[Items from a data source]
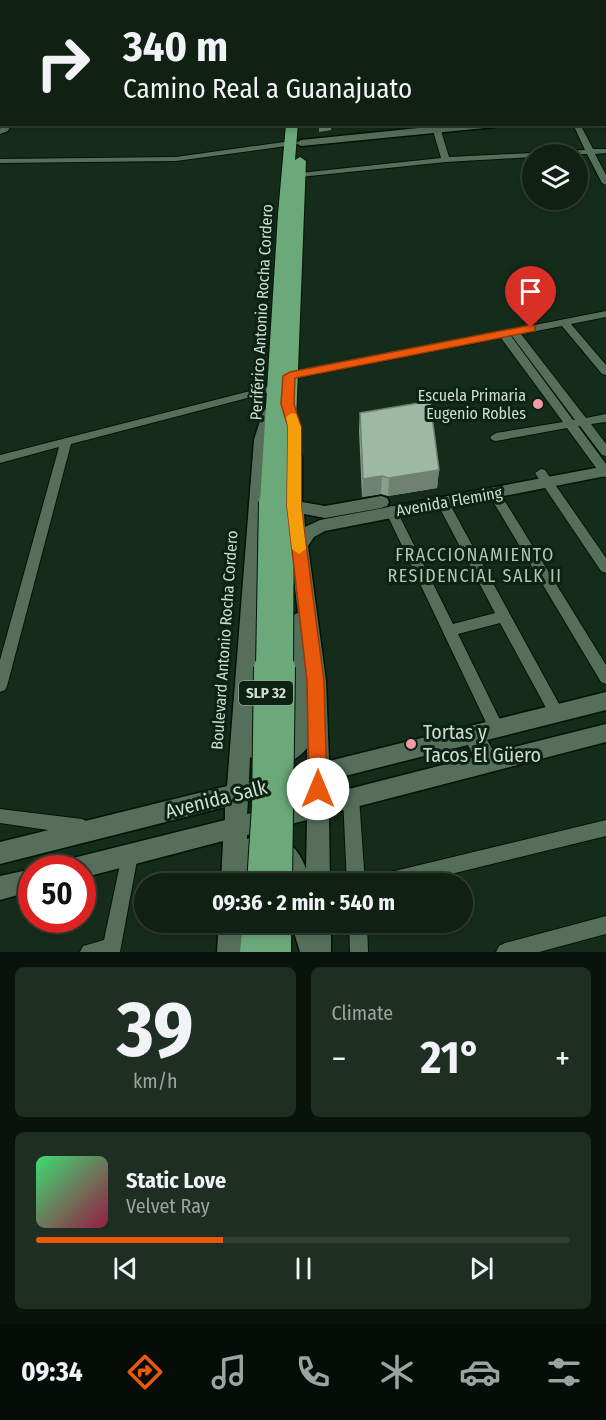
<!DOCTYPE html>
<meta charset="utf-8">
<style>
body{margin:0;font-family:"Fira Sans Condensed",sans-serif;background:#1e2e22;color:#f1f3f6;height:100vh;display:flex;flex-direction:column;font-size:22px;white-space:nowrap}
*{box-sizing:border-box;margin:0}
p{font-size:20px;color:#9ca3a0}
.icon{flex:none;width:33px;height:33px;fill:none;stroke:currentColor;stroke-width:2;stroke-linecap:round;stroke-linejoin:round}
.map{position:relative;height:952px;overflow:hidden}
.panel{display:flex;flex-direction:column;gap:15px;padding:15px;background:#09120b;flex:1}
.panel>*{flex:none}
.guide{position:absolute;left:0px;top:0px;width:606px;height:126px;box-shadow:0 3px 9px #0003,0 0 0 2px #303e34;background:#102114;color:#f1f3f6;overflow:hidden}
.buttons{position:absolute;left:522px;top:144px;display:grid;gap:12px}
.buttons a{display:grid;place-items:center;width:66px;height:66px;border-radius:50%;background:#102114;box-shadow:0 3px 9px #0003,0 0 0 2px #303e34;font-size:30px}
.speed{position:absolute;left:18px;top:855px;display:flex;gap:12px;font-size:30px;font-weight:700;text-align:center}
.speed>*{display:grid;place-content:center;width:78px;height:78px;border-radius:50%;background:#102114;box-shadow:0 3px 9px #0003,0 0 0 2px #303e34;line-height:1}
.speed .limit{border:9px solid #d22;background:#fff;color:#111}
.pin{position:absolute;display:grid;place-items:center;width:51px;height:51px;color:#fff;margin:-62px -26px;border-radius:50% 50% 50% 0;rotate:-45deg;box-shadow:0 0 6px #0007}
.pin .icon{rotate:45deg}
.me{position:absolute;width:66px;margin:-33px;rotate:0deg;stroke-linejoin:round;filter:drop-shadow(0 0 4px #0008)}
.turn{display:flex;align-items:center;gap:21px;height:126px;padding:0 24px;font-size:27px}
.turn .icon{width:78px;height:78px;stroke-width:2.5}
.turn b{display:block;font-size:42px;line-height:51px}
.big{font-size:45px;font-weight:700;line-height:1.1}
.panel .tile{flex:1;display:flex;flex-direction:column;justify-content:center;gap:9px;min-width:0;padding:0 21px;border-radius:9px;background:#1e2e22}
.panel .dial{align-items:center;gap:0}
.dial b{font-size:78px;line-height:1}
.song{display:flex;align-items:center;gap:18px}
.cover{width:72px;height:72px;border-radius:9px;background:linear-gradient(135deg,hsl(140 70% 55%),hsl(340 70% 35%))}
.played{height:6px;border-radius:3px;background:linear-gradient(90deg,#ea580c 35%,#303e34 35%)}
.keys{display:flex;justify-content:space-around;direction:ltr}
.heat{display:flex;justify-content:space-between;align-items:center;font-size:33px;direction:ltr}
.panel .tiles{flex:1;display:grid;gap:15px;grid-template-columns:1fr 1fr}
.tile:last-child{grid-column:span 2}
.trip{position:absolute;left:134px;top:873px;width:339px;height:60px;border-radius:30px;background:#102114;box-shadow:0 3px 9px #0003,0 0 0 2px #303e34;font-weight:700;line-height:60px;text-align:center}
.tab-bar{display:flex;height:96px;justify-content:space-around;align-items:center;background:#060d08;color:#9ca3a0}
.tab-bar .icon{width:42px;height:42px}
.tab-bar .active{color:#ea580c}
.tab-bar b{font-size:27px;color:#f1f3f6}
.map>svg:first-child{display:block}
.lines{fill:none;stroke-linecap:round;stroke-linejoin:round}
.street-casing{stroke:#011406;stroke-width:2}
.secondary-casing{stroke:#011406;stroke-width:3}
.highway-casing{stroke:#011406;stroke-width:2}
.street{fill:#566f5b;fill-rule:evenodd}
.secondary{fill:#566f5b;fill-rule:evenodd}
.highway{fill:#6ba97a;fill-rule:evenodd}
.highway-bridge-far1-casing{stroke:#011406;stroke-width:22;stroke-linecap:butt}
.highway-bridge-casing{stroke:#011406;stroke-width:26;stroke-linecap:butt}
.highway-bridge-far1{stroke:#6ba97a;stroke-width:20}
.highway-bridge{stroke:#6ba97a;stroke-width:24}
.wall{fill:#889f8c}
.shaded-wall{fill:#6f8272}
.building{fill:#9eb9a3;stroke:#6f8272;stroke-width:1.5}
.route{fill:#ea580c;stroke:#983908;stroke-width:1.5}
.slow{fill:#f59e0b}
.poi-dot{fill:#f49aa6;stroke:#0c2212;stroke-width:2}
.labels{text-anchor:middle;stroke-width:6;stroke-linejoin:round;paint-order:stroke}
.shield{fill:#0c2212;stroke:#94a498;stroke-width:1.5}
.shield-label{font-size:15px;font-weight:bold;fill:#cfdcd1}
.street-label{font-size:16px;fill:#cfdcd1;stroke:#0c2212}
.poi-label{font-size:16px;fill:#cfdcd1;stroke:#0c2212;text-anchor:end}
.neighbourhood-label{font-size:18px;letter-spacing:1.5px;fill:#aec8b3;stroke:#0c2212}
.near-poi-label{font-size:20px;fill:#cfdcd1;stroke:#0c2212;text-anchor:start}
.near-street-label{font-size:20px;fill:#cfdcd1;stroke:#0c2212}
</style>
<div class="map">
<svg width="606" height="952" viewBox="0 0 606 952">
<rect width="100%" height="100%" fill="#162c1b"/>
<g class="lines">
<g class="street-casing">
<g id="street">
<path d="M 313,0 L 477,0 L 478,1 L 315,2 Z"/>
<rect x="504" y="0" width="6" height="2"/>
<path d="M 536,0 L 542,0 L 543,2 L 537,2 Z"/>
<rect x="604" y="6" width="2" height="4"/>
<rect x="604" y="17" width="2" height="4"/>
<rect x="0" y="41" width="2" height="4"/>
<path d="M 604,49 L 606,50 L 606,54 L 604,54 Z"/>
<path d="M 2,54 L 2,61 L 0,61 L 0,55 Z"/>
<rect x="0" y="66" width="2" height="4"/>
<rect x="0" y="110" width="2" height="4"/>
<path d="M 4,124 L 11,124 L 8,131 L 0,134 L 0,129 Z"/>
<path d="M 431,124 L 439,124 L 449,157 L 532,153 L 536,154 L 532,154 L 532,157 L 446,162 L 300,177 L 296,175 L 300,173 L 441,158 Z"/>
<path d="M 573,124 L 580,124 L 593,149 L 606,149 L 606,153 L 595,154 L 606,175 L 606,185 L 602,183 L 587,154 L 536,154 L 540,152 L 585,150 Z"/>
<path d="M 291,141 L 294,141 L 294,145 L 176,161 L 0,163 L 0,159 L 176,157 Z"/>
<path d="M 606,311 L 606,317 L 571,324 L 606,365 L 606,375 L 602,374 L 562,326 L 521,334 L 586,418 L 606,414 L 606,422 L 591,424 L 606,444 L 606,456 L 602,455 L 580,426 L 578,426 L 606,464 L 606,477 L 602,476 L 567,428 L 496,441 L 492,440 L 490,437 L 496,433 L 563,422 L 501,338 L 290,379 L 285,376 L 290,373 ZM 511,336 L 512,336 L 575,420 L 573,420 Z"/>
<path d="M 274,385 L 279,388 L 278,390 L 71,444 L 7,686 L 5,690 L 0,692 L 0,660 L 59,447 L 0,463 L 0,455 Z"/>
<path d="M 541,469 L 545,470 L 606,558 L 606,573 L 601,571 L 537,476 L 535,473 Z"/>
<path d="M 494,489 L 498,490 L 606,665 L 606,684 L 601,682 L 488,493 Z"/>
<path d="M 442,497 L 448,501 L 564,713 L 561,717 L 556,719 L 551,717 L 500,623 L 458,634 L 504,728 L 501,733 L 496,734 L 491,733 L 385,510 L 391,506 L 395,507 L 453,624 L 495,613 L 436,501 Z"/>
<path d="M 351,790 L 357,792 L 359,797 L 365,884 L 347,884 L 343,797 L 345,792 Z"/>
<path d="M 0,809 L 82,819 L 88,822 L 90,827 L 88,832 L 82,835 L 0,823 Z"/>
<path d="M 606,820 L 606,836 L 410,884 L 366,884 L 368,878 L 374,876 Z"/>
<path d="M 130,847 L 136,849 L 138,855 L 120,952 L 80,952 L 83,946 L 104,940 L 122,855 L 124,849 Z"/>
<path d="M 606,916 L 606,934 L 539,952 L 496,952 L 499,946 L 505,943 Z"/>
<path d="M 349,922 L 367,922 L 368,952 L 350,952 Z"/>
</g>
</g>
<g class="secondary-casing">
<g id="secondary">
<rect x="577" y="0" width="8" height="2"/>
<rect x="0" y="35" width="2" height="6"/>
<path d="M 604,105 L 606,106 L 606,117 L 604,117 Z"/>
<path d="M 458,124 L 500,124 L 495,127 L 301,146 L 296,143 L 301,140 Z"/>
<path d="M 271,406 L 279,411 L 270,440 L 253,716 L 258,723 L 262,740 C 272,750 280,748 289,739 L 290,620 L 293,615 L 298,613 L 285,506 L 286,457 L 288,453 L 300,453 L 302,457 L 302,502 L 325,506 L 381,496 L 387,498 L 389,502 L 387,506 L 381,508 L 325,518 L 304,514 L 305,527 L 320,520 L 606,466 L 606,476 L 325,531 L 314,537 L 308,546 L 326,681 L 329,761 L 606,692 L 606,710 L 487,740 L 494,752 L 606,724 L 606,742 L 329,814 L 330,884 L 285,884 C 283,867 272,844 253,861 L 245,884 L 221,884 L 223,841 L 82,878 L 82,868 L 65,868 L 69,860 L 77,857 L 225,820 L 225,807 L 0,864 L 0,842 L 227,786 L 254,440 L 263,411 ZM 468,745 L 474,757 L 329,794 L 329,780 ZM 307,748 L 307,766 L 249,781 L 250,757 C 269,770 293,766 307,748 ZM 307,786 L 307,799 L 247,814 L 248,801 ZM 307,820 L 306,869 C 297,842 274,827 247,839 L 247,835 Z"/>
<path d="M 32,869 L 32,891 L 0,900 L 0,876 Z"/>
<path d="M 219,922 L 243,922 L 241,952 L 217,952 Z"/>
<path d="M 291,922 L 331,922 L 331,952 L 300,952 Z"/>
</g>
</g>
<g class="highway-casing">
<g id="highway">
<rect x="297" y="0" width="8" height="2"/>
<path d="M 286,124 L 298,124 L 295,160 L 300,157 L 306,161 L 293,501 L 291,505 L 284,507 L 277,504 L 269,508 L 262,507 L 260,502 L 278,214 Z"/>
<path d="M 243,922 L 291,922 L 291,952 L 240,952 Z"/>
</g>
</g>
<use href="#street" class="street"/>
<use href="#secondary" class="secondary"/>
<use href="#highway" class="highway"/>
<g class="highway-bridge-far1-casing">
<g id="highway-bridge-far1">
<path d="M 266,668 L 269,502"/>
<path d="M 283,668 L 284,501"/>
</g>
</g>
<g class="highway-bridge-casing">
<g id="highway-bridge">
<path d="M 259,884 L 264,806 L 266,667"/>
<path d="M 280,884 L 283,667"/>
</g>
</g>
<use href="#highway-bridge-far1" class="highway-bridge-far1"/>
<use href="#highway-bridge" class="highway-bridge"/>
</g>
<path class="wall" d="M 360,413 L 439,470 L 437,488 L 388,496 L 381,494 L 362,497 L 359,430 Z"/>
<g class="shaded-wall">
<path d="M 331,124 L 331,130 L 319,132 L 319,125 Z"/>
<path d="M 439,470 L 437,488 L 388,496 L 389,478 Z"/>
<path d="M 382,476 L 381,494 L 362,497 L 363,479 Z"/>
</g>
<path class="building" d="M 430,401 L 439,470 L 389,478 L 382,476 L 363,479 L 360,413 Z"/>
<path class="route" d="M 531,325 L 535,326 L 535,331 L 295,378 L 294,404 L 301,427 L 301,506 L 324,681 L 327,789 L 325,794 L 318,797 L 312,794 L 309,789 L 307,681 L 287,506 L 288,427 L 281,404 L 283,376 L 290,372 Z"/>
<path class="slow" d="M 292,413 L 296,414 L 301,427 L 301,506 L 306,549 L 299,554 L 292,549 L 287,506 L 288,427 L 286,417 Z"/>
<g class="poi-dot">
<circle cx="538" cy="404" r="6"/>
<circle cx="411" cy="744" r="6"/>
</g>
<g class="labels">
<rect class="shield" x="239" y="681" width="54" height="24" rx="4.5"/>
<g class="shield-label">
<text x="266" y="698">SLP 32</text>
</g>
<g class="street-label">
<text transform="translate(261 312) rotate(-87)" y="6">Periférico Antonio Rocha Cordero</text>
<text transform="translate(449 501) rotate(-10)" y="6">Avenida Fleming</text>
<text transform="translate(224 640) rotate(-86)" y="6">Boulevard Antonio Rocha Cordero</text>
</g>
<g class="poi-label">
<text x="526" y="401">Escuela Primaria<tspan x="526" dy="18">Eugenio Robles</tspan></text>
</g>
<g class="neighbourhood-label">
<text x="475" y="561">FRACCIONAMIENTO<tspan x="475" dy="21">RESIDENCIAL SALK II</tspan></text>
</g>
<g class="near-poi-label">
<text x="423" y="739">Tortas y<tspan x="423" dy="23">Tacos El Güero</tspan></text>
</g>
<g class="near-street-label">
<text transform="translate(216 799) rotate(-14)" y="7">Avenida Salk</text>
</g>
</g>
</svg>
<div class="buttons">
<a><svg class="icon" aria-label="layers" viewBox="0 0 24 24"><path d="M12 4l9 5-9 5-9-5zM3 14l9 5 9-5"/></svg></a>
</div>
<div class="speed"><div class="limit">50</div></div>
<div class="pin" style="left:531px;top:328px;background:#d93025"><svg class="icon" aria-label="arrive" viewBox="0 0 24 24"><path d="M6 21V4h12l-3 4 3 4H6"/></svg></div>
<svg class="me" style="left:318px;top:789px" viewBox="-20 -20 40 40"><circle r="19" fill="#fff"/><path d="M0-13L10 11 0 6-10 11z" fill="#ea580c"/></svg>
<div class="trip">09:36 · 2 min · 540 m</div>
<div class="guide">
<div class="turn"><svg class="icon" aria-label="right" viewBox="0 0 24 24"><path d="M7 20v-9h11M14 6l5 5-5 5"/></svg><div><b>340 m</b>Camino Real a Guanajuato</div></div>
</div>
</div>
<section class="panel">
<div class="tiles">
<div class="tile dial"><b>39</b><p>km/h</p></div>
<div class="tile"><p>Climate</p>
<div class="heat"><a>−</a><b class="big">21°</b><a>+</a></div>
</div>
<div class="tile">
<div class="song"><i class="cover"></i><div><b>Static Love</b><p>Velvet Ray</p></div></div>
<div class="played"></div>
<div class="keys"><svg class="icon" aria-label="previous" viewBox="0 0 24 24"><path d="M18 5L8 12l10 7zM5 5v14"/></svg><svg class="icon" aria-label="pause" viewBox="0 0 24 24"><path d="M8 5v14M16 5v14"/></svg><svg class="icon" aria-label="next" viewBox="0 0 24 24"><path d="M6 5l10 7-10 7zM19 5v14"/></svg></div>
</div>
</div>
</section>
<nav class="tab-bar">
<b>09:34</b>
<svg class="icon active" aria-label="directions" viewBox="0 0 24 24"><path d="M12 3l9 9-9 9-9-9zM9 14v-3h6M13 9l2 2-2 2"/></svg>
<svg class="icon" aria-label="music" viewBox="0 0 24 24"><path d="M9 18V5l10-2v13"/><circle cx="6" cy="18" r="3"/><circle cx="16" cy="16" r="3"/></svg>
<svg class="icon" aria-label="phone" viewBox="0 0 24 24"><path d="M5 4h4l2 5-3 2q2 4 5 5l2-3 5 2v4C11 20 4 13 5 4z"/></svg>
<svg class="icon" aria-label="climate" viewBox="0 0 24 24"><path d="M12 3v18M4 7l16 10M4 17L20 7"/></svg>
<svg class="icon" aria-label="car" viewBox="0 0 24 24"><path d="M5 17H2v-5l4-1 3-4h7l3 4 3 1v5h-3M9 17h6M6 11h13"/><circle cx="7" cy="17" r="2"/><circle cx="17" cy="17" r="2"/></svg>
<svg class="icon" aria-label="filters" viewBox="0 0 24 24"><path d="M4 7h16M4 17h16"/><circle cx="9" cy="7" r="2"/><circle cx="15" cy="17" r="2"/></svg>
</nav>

**Task objective**
Filter the entries and copy out every line with the word "child".

**Task result**
.tile:last-child{grid-column:span 2}
.map>svg:first-child{display:block}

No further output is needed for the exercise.